WaterLex has completed a two-day workshop in Cotonou, Benin, 11-12 November, aimed at fostering dialogue that will result in a strategy of decentralised cooperation among the country’s municipalities for water and sanitation services. Such a strategy will serve the interest of vulnerable and marginalised people with respect to the human right to water and sanitation, adopted by the United Nations in 2010.

The workshop dialogues, along with the presentation of a paper based on the findings of a result field study, were the latest steps in the one-year project, established in February 2014.

“Taking into account the obligation of states to mobilise all available resources for the realisation of the human right to water and sanitation, there is an incentive for them to develop the mechanisms that will help create new partnerships, with a special focus on those municipalities that still do not benefit of the support of a decentralised cooperation partner,” said Jean Willemin, a field officer and Benin project coordinator for WaterLex.

Based on the principle of international cooperation among local actors, such as municipalities, enterprises and NGOs, the practise of decentralised cooperation is experiencing a rapid evolution in the field of water and sanitation. This has resulted from the creation of the Global Water Solidarity platform, a UN Development Programme initiative that fosters technical exchanges and financial support among the international community of people and organisations involved in water and sanitation.

Funded by the city of Geneva, Switzerland, the WaterLex project is intended to support the authorities of the country in the design of a national strategy on decentralised cooperation.

In order to assess the situation in Benin at a local level, a field study was conducted from May to June 2014. WaterLex visited local authorities and key local actors of the water, sanitation and hygiene (WASH) sector in eight municipalities. Interviews were also conducted with representatives of communities facing great difficulties in their access to drinking water and sanitation, including discriminatory practices that impact their access to basic water and sanitation services.

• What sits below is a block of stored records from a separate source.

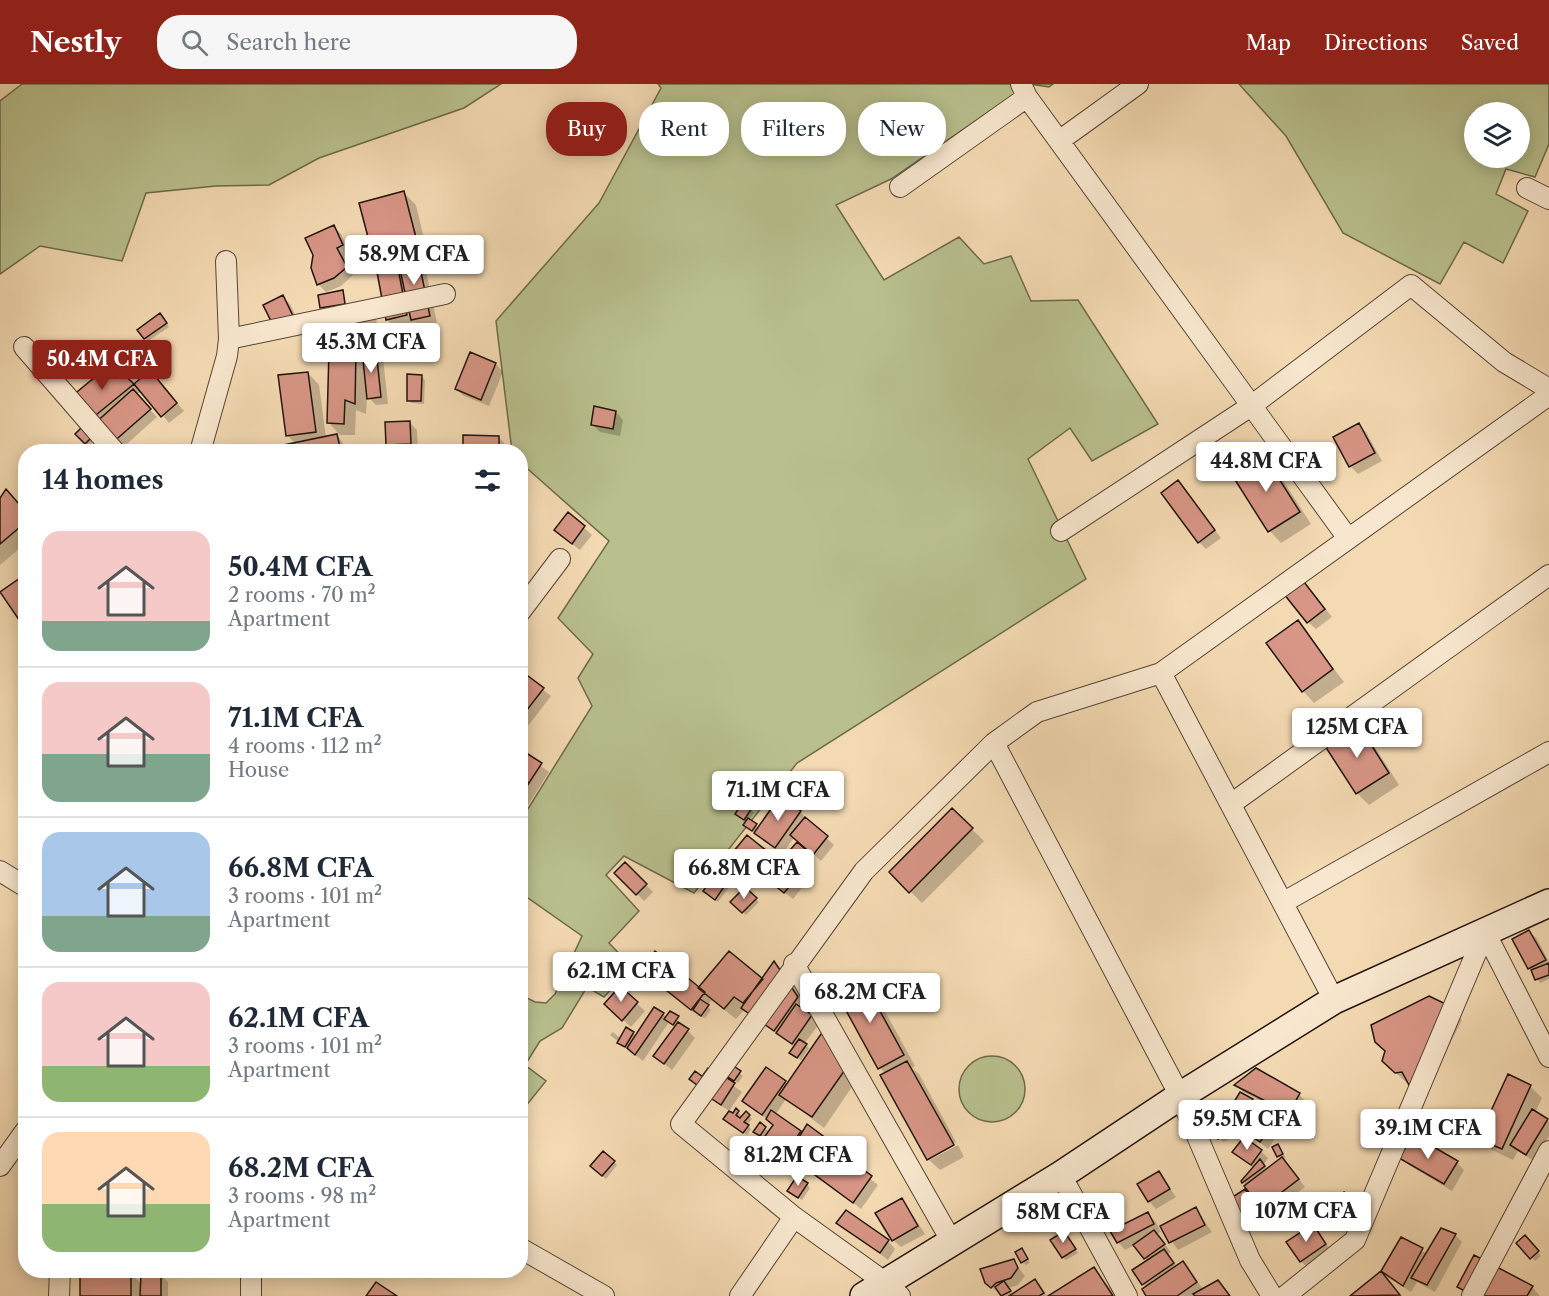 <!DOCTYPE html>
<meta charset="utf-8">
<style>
:root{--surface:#fff;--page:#f6f6f7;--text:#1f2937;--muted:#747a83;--line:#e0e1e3;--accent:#8f2418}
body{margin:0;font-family:"Libre Caslon Text",serif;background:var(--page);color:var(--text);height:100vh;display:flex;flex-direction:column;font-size:22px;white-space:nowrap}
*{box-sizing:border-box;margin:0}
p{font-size:20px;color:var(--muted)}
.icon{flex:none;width:33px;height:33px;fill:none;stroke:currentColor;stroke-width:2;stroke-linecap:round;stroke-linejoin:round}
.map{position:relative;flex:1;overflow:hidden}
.details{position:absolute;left:18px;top:360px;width:510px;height:834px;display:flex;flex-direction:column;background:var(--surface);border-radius:24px;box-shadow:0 3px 15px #0003}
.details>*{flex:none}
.guide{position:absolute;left:546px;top:18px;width:570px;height:54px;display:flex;gap:12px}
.buttons{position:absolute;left:1464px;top:18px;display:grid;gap:12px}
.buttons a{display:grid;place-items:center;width:66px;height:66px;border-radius:50%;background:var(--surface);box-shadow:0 3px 15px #0003;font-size:30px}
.price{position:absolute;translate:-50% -51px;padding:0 14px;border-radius:6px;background:#fff;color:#222;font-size:20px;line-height:39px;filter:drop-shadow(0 2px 3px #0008)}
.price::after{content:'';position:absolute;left:50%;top:36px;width:18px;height:14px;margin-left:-9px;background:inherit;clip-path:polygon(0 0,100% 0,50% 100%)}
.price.current{background:var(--accent);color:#fff}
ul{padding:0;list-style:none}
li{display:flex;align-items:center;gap:18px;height:150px;padding:0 24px}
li+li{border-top:2px solid var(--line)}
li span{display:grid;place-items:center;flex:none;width:168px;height:120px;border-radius:18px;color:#555}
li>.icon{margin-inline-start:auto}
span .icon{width:72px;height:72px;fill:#fffc;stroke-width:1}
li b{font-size:26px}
h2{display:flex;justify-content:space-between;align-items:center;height:72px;padding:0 24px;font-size:26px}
.chip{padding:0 21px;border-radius:24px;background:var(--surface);box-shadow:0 3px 15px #0003;font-size:21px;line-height:54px}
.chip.current{background:var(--accent);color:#fff}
header{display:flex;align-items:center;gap:36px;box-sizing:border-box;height:84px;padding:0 30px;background:var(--accent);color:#fff}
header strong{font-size:28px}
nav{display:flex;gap:33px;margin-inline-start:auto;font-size:21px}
.search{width:420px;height:54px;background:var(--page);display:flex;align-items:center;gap:15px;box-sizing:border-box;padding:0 21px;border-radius:24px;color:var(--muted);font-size:22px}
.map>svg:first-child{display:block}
.green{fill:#b9c08e;stroke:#6d6a4c;stroke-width:1.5;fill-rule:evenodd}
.shadow{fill:#0003}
.building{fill:#d89686;stroke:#21130a;stroke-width:1.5}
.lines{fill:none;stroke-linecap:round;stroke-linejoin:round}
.street-casing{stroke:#564534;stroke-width:22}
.secondary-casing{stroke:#21130a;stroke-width:30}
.street{stroke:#f8e7ce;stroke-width:20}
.secondary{stroke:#f8e7ce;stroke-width:27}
</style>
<header>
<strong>Nestly</strong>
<div class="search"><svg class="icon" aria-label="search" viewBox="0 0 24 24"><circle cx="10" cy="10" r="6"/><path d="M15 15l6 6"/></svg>Search here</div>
<nav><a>Map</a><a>Directions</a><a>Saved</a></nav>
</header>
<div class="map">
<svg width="1549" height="1212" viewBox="0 0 1549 1212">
<rect width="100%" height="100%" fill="#f4dab3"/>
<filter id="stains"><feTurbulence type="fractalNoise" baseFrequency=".00333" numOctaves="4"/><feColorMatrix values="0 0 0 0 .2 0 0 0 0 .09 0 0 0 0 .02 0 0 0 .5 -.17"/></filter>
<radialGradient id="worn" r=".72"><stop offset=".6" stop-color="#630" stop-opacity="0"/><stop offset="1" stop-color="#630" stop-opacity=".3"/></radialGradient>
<path class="green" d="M22,0h479l-37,24 -145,50 -50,27 -53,1 -70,7 -24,68 -82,-15 -40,28v-173z
M658,0h395l-4,3 -20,-3 -138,95 -55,26 48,75 75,-43 25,27 27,-8 20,45 47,-1 80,124 -66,37 -22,-33 -42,31 58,120 -289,184 -103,130 -70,-37 -18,19 33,36 -30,32 23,24 -28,30 -17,-10 -25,41 -22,13 -15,24 21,16 -21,26 -5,-3 1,-109 14,7 11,1 9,-9 27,-58 -61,-43v-73l71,-114 -14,-28 15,-24 -35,-36 51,-77 -88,-78 -1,-11 -8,-1 -16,-130 103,-118 62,-115z
M1239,0h310v60l-14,33 -29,-8 -10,25 32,17 -25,52 -39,-21 -24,42 -97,-51 -57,-97zM1474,28h46v46h-46z
M959 1005a33 33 0 1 1 66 0a33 33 0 1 1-66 0Z"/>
<path class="shadow" d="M404,109l12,12 13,55 -5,1 13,62 -17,3 -5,-4 -20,5 -8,-7 -5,-54 -7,-7z
M333,142l8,8 9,19 -6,3 9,19 -12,11 -15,6 -8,-8z
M342,208l5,15 -22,4 -3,-4z
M283,213l7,7 9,19 -17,9z
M375,228l2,12 -23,2 -4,-3z
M163,235l6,8 -21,14 -3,-3z
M375,266l8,8 5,46 -12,1 -9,-9 -1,18 -10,-4 -1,25h-15l-11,-12 27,-70 9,9z
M470,270l26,10 7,8 -14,34 -25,-10 -8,-7z
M112,281l22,21 16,-14 34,39 -15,12 -27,-32 -6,4 21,22 -38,34 -45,-55z
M308,289l11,12 7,53 11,-3 12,17h-70l17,-8 -9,-9z
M421,292l4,4 -1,24 -12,-1 -4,-3z
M616,328l7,8 -3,16 -20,-4 -8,-8z
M409,338l8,8 1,21 -24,1 -7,-7z
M1359,341l7,7 16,29 -24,13 -8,-8 -15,-29z
M77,350l19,5 -7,7z
M498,353l8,8v7h-41z
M1264,373l11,11 36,56 -30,19 -11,-12 -36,-56z
M1178,398l43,56 -15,11 -7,-7z
M0,416l26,12v31l-26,22z
M568,430l24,21 -12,15 -17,-13z
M1302,495l30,38 -16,12 -8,-7z
M1298,538l46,60 -30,21 -11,-12z
M520,588l31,24 -29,38 -2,-1z
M1357,642l12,12 30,47 -30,20 -12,-12z
M520,667l29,21 -26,41 -3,-1z
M751,726l3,3 -5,7 11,9 40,-17 34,33 -13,16 -13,-12 -2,2 8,8 -4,5 -16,-15 5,-7 -5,-5 -11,17 -35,-26 -1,-6 -7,-5z
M952,726l32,31 -62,62 -31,-31z
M735,768l62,25 8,7 -12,15z
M625,780l28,28 -9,9 -28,-28z
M795,785l14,2 3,3 -4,5z
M727,798l3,4 -12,16 -10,-7z
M745,805l14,13 -13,13 -14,-13z
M1529,847l8,8 12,23v17l-9,4 -26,-43z
M520,854l8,6 -4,7 -4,-2z
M775,879l11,11 23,35 -3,4 13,11 -15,20 5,4 -8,12 -10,-7 4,-6 -50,-38 -9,10 -24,-19 -5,6 4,4 -6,8 -6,-2 -49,-39 48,13 65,-9z
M863,898l12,11 40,73 -3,2 7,6 37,68 -26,14v4l28,-15 6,12 -24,13 -12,-11 -42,-85 -6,-6z
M620,904l25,23 -14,16 -18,-16z
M1451,924l11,12 -39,77 -27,-24z
M670,929l25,25 -23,32 -17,-14 21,-29 -7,-5 -26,39 -33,-26 3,-3 8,7 12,-6 3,3 27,-22 4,4z
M822,953l42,32 -40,59 -38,-29 -11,16 27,19 20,3 8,7 -21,29 -20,-17 3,-4 -7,-5 -6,9 -17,-14 2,-3 -6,-4 2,-10 10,7 4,-7 -30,-24 41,-19 3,3z
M733,983l10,9 -5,7 -8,-5z
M715,988l27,20 -13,19 -19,-13z
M1509,992l21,10 12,12 -7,15 14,9v14l-15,25 -16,-10 -5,9 -21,-10 -12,-12z
M1236,1001l63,9 7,8 -9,17 -54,-27z
M1252,1016l3,4 -7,13 -15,-10z
M736,1027l5,4 -4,6 9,-8 6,6 -5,6 4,4 -4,6 -19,-13z
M1229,1031l10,20 -16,7 -3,-4z
M1274,1038l7,7 -13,20 -24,-19z
M1278,1062l8,12 -3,1 22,28 -36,27 -26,-33 11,-13 -20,-16 27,-1 7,7 -4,6 3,6 14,-11 -7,-11z
M831,1064l47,37 -17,24 -48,-37z
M1401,1074l56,5 7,7 -12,21 -43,-26z
M614,1078l3,3 -11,14 -11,-10z
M1159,1089l17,24 -20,12 -7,-8z
M807,1100l3,4 -8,12 -10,-6z
M1245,1107l15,23 -12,7 -3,-3z
M902,1115l23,35 -24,13 -8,-7z
M1196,1125l16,23 -34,18 -16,-23z
M1148,1130l7,7 6,11 -5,2 15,18 -3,2 9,13 6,-4 21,27 14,-8 12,14h-82l-1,-9 -4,-3 5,-22 -13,-17 -10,5 -7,-8z
M838,1138l50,19 7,8 -7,11z
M825,1142l11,8 -4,7 -11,-9z
M1312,1142l20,26 -24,16 -7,-7z
M1455,1151l7,7 -27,50 -18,-10 -6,10 -27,-17 17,21h-48l29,-24 19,-33 26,15z
M1067,1153l11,16 -12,7 -3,-3z
M1525,1153l16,19 -6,5 -17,-18z
M1025,1170l5,9 -4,2 -4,-3z
M1013,1177l12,15 -7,9 -10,3 5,7 22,-14 12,15h-45l-16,-14 -4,-12z
M1094,1185l23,27h-66z
M131,1189l11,12 19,-10 7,7v14h-86z
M1459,1203h73l8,9h-71z"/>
<path class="building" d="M404,107l15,58 -45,11 -15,-57z
M334,141l9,20 -6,3 10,19 -13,11 -17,7 -6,-17 2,-13 -8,-17z
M417,168l13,64 -19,4 -14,-64z
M396,174l11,57 -21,5 -10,-53z
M343,206l2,14 -25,4 -2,-13z
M283,211l10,21 -20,9 -10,-20z
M160,229l7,10 -23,16 -7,-9z
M376,265l5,48 -14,2 -5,-49z
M329,266l27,1 -1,53 -10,-4 -1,24 -17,-1z
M470,268l26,11 -15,37 -26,-11z
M112,279l22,21 -43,35 -19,-23z
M150,286l27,33 -16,14 -27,-33z
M308,288l8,60 -30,4 -8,-61z
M407,290l15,1 -1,26h-14z
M133,305l18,20 -40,35 -18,-19z
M594,322l22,5 -3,18 -22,-4z
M410,337l1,23 -25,1 -1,-23z
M1359,339l16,30 -26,14 -16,-30z
M84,341l10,10 -9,9 -10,-10z
M337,350l4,18h-63l1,-6z
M463,351l36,1v16h-36z
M1264,371l36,57 -32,20 -36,-57z
M1178,396l37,50 -17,13 -37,-50z
M6,405l20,23v10l-26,22v-46z
M568,428l17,14 -13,18 -18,-14z
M1294,485l31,40 -18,14 -31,-39z
M26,490v56l-26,-38z
M1298,536l35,49 -31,23 -36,-49z
M520,586l24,18 -24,31 1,-34z
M1358,640l31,49 -33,21 -31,-48z
M520,665l22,14 -13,20 -9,-6z
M520,693l9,6 -9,14z
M780,712l21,15 -26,37 -21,-15z
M743,718l9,6 -8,12 -9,-6z
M952,724l21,20 -64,65 -20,-21z
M805,733l23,19 -15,19 -23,-20z
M748,734l9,6 -5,7 -9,-6z
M747,751l51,41 -14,17 -51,-41z
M797,758l15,13 -6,6 -15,-12z
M795,774l15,12 -6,7 -15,-11z
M625,778l22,22 -11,11 -22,-22z
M716,789l12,8 -13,19 -12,-9z
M745,803l12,11 -15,15 -12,-11z
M1529,846l17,30 -18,9 -16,-30z
M655,867l50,41 -14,18 -50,-40z
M729,867l34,28 -20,24 -9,-6 -10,12 -26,-21z
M774,877l24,36 -24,34 -33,-23z
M1549,879v12l-14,5 -4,-10z
M863,896l41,75 -26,14 -41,-75z
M620,902l18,16 -16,19 -18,-17z
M1429,912l23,11 -42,80 -8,-15 -7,1 -13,-12 3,-10 -10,-9 -4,-17z
M700,915l9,6 -8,11 -8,-6z
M796,920l16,11 -20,29 -16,-11z
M654,923l10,6 -29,42 -8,-7z
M670,927l9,5 -6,9 -9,-6z
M678,938l11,7 -25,35 -11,-8z
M626,943l8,5 -9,15 -8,-4z
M821,950l33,23 -42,60 -33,-22z
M799,955l8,5 -10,14 -8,-5z
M907,977l47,84 -27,15 -47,-85z
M732,981l9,6 -7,10 -9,-6z
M766,983l20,14 -24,34 -20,-14z
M708,984l5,4 2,-2 20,13 -14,22 -21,-14 3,-16z
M1256,984l44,25 -11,20 -55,-28z
M695,987l8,6 -6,8 -8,-6z
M1508,990l23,11 -29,64 -24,-10z
M1240,1008l13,7 -9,15 -13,-7z
M736,1024l3,3 -3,4 4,3 6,-7 4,4 -6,7 5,3 -6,8 -20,-14 6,-8 4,2z
M1258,1024l17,13 -15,21 -18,-12z
M1532,1025l16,10 -22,36 -16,-10z
M771,1026l30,21 -12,18 -12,-8 -6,9 -11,-7 13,-18 -7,-6z
M1229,1029l8,19 -19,7 -7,-19z
M760,1038l6,5 -6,9 -7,-4z
M807,1040l16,12 -22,31 -14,-10z
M1413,1051l45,26 -14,23 -45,-26z
M1244,1053l18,13 -11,15 -19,-13z
M1278,1060l5,10 -6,3 -5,-10z
M831,1062l41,30 -19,27 -42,-31z
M603,1067l12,10 -13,15 -12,-10z
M1282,1073l17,22 -38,29 -17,-22z
M1260,1075l5,7 -23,17 -1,-2z
M1159,1087l11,18 -22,13 -11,-18z
M797,1092l11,7 -10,15 -11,-7z
M1245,1105l13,21 -14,9 -13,-21z
M1344,1108l19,12 -12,20 -19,-12z
M902,1114l16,28 -26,15 -17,-28z
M1196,1123l9,18 -36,18 -9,-17z
M846,1126l43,30 -9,13 -44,-30z
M1148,1128l6,12 -37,19 -7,-12z
M1313,1140l13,20 -26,18 -14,-20z
M1441,1144l15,6 -29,51 -16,-7z
M1154,1146l11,14 -21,15 -11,-14z
M1064,1147l12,18 -14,9 -12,-18z
M1525,1151l14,16 -9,8 -14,-16z
M1401,1153l22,11 -20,38 -22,-15z
M1022,1164l6,11 -7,4 -6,-11z
M1164,1165l10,14 -32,22 -10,-15z
M1474,1171l59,31 -6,10h-53l-17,-9z
M1014,1175l4,9 -7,10 -15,5 -5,5 -6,-5 -5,-14z
M1183,1177l14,21 -20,14h-31l-4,-7z
M1094,1183l19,29h-65z
M80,1187l51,1v24h-51z
M1381,1187l19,24 -50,1z
M141,1189h20v23h-21z
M1035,1195l9,14 -5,3h-30z
M1218,1196l12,16h-35l-2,-2z
M1004,1197l7,10 -10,5 -6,-9z
M376,1198l21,14h-31z"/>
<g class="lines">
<defs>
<path id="street" d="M1021,0l6,13 320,440
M1059,57l79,-57
M900,103l127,-90
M1527,104l22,11
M229,255l216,-45
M24,263l91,105
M200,368l27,-96 2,-17 -3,-78
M1061,447l190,-125 160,-121 93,77 45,27
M520,528l40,-53
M1161,589l173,327
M994,659l186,353 70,164 22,36
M1231,720l318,-229
M0,787l26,16
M1284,818l265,-150
M1485,848l64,125
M794,880l158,278
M0,1082l26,-36
M1061,1091l66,121
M520,1164l84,48
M251,1186v26
M59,1212l1,-26
M740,1212l54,-79
M900,1212l-14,-13 -92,-66 -113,-93 183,-253 130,-128 43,-31 124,-39 388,-278
M1285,1212l70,-56 130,-308
M1472,1212l77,-145"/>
<path id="secondary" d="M864,1212l197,-121 119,-79 154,-96 215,-97"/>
</defs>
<use href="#street" class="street-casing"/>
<use href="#secondary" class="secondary-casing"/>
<use href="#street" class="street"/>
<use href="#secondary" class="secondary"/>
</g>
<rect width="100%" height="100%" filter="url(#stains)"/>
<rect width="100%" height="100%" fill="url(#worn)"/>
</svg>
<div class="buttons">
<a><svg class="icon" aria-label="layers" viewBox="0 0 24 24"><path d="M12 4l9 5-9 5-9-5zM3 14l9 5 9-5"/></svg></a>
</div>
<b class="price" style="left:414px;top:202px">58.9M CFA</b>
<b class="price" style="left:371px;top:290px">45.3M CFA</b>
<b class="price current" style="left:102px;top:307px">50.4M CFA</b>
<b class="price" style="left:1266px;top:409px">44.8M CFA</b>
<b class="price" style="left:1357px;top:675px">125M CFA</b>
<b class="price" style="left:778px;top:738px">71.1M CFA</b>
<b class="price" style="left:744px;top:816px">66.8M CFA</b>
<b class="price" style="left:621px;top:919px">62.1M CFA</b>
<b class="price" style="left:870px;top:940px">68.2M CFA</b>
<b class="price" style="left:1247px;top:1067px">59.5M CFA</b>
<b class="price" style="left:1428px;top:1076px">39.1M CFA</b>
<b class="price" style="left:798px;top:1103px">81.2M CFA</b>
<b class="price" style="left:1306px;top:1159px">107M CFA</b>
<b class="price" style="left:1063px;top:1160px">58M CFA</b>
<div class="guide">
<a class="chip current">Buy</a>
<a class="chip">Rent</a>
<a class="chip">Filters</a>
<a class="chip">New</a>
</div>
<section class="details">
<h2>14 homes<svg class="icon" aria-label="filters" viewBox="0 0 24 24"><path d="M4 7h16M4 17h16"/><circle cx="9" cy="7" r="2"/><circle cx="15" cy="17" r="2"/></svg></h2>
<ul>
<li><span style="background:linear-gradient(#f6c9c9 75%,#7fa58c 0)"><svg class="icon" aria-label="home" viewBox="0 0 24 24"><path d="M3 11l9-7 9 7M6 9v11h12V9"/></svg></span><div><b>50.4M CFA</b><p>2 rooms · 70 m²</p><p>Apartment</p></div></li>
<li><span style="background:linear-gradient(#f6c9c9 60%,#7fa58c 0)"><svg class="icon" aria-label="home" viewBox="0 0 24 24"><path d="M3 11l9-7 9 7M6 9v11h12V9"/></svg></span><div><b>71.1M CFA</b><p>4 rooms · 112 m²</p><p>House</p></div></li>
<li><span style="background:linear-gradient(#a9c7e8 70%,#7fa58c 0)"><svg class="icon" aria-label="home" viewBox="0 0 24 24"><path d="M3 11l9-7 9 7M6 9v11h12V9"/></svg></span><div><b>66.8M CFA</b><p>3 rooms · 101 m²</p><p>Apartment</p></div></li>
<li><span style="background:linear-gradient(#f6c9c9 70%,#8fb573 0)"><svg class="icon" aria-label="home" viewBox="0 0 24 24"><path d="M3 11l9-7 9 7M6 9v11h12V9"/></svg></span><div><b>62.1M CFA</b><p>3 rooms · 101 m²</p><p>Apartment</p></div></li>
<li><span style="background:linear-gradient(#ffd9b3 60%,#8fb573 0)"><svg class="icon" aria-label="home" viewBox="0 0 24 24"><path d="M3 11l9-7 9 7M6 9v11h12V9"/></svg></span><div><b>68.2M CFA</b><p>3 rooms · 98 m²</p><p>Apartment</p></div></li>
</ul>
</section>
</div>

On the basis of the study’s findings, WaterLex has produced a report together with its partners LARES, Lambassa ICA and the Beninese Chapter of the Global Water Partnership, and presented it at the workshop (to be posted soon).

“The development of intermunicipal structures is intimately related to decentralised cooperation. Our research in Benin has highlighted the fact that these structures are playing an important role in the harmonisation of the development of WASH facilities in Benin, which helps the state to respect the principle of nondiscrimination,” Willemin said. “It’s important to support the multiplication and functionality of these structures to achieve progress in the decentralisation process, and the realisation of the human right to water and sanitation in the coming years.”

Workshop Discussion Points

Day 1: Strengthening the capacities of local authorities, sectoral ministries and members of civil society involved in water and sanitation, regarding:

• The content of the human right to water and sanitation;

• The current state of implementation of the right to water and sanitation in Benin;

• The potential of decentralized cooperation to help realise the right to water and sanitation;

Day 2: Presentation of issues and exchanges about the draft of a decentralized cooperation strategy, including:

• The presentation of the principles and challenges for the drafting of a strategy;

• Collection of contributions from local authorities, the national government, PTFs, intercommunal structures, and members of civil society to the strategy;

• Participatory formulation of initiatives to be undertaken for the design and implementation of the strategy.